We’ll use STAR to map the reads too:
STAR --genomeDir <location_to_save_index>/ `# This tells STAR where we've put the reference genome - the place you specified above` \
--readFilesIn ~/RNA/cold_sample_04_1.fq.gz ~/RNA/cold_sample_04_2.fq.gz `# Give the two FASTQ files for paired-end reads` \
--outFileNamePrefix cold_sample_04. `# Give a prefix for all of the output files` \
--outSAMtype BAM SortedByCoordinate `# This tells STAR to outut the alignments in BAM format and sorted by coordinate` \
--outSAMunmapped Within `# Puts the unmapped reads into the BAM file` \
--outSAMattributes Standard `# Use standard SAM formatting` \
--readFilesCommand zcat `# This tells STAR that the fastq files were gzipped` \
--runThreadN 2
You can use multiple threads when aligning reads with STAR too. When you’re working with full sized datasets that will for sure come in handy, but with the data we are working with that’s not a big issue. Mapping the reads using a two threads takes about a minute per sample.
If the program ran successfully, it should have produced several files:
cold_sample_04.Aligned.sortedByCoord.out.bam # The BAM file
cold_sample_04.Log.progress.out # The progress report
cold_sample_04.Log.final.out # Summary stats from the final output
cold_sample_04.SJ.out.tab # Counts of splice junctions
cold_sample_04.Log.out # The overall log of the alignment run
The above mapped reads for a single sample. We need to repeat the above but for all samples that we have data for. Can you think of a way to run the above for all the samples we have data for that does not involve manually typing each one in?
Now we have BAM files for each sample we’ll need to count the number of reads associated with each gene.
To obtain counts of reads we will use the htseq-count
tool. This is a popular and very handy tool that can be used to obtain counts of RNA seq reads that have been mapped to a genome.
htseq-count
sends its list of read counts to STDOUT, so you need to capture it with a redirect if you want to save the output
#first we need to generate an index of the bam, for quick processin
samtools index cold_sample_04.Aligned.sortedByCoord.out.bam #everytime you modify/make a bam file, you'll need to index it like this
htseq-count -s no \
-r pos \
-t exon `#What type of feature will our data have mapped to? ` \
-i gene \
-f bam \
cold_sample_04.Aligned.sortedByCoord.out.bam \
/mnt/data/anno/SalmonAnnotations.gff > cold_sample_04.read_counts.txt
Inspect the contents of cold_sample_[filenum].read_counts.txt
. It should be fairly obvious what this file contains.

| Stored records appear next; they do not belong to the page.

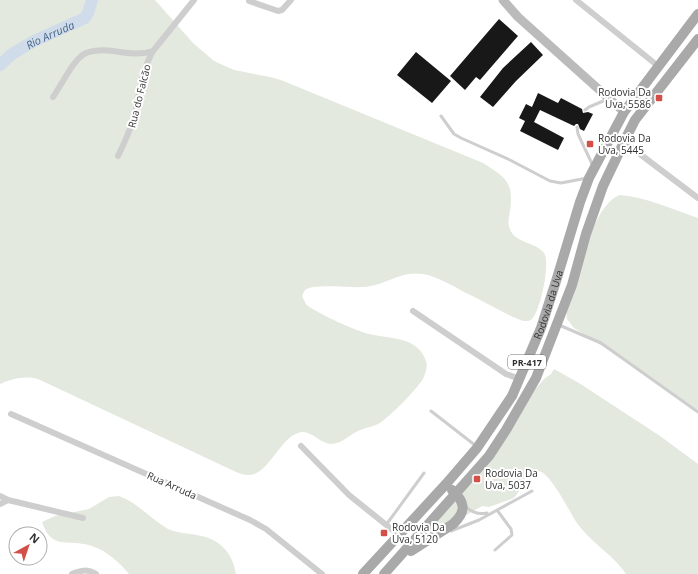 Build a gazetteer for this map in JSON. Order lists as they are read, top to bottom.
{
  "streets": {
    "main road": ["Rodovia da Uva", "PR-417"],
    "street": ["Rua do Falcão", "Rua Arruda"]
  },
  "water": ["Rio Arruda"],
  "places": {
    "transit": [
      "Rodovia Da Uva, 5586",
      "Rodovia Da Uva, 5445",
      "Rodovia Da Uva, 5037",
      "Rodovia Da Uva, 5120"
    ]
  },
  "north": "top right"
} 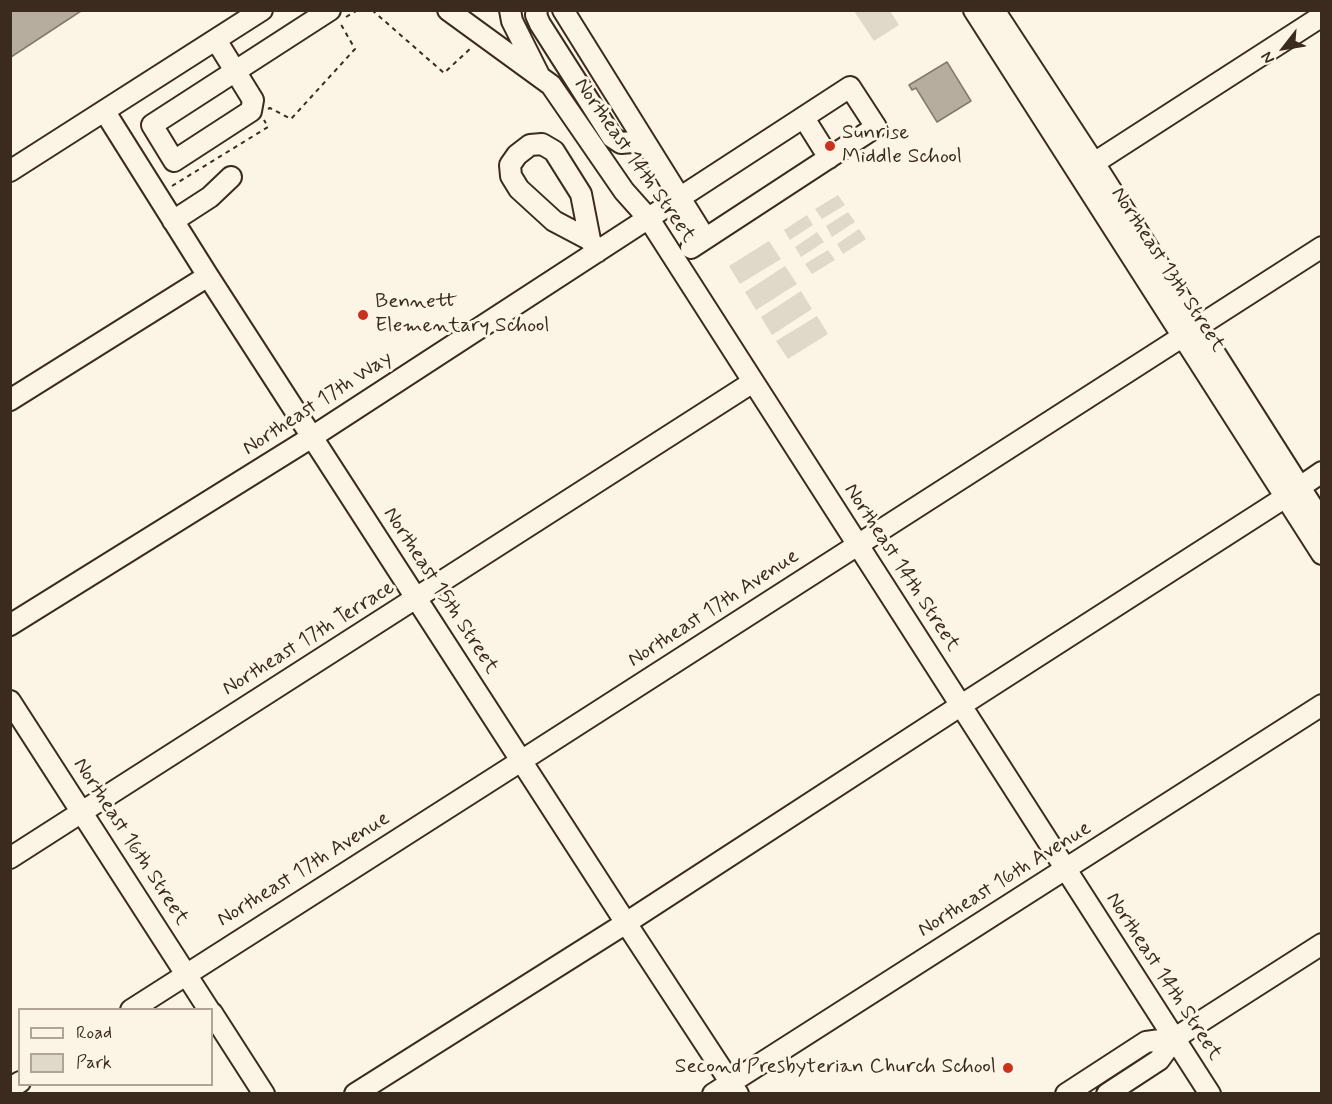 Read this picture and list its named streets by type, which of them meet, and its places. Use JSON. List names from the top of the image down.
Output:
{
  "streets": {
    "street": [
      "Northeast 14th Street",
      "Northeast 13th Street",
      "Northeast 17th Way",
      "Northeast 15th Street",
      "Northeast 17th Avenue",
      "Northeast 17th Terrace",
      "Northeast 16th Street",
      "Northeast 16th Avenue"
    ]
  },
  "crossings": [
    ["Northeast 14th Street", "Northeast 17th Way"],
    ["Northeast 14th Street", "Northeast 17th Avenue"],
    ["Northeast 14th Street", "Northeast 17th Terrace"],
    ["Northeast 14th Street", "Northeast 16th Avenue"],
    ["Northeast 13th Street", "Northeast 17th Avenue"],
    ["Northeast 17th Way", "Northeast 15th Street"],
    ["Northeast 15th Street", "Northeast 17th Avenue"],
    ["Northeast 15th Street", "Northeast 17th Terrace"],
    ["Northeast 15th Street", "Northeast 16th Avenue"],
    ["Northeast 17th Avenue", "Northeast 16th Street"],
    ["Northeast 17th Terrace", "Northeast 16th Street"]
  ],
  "places": ["Sunrise Middle School", "Bennett Elementary School", "Second Presbyterian Church School"],
  "legend": ["Road", "Park"],
  "north": "bottom left"
}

HTSeq-count also includes some summary stats at the bottom of the file. Let’s clip those off before we move on…
grep "^LOC" cold_sample_[filenum].read_counts.txt > cold_sample_[filenum].read_counts.clipped.txt
Differential expression analysis can be quite a complicated statistical analysis. Many people choose to use packages specifically designed for the analysis of expression data. For example, the program DESeq2
is very widely used.
In this directory, I’ve included a script that does a differential expression analysis of the RNAseq data we have just aligned to the genome using DESeq2.
This is an R script. Running this script requires the use of particular R packages. For today, we’ll work through the analysis as a group. By the end of the week you’ll have had some exposure to analyses in R, so it would be good to revisit this analysis once you’ve done that.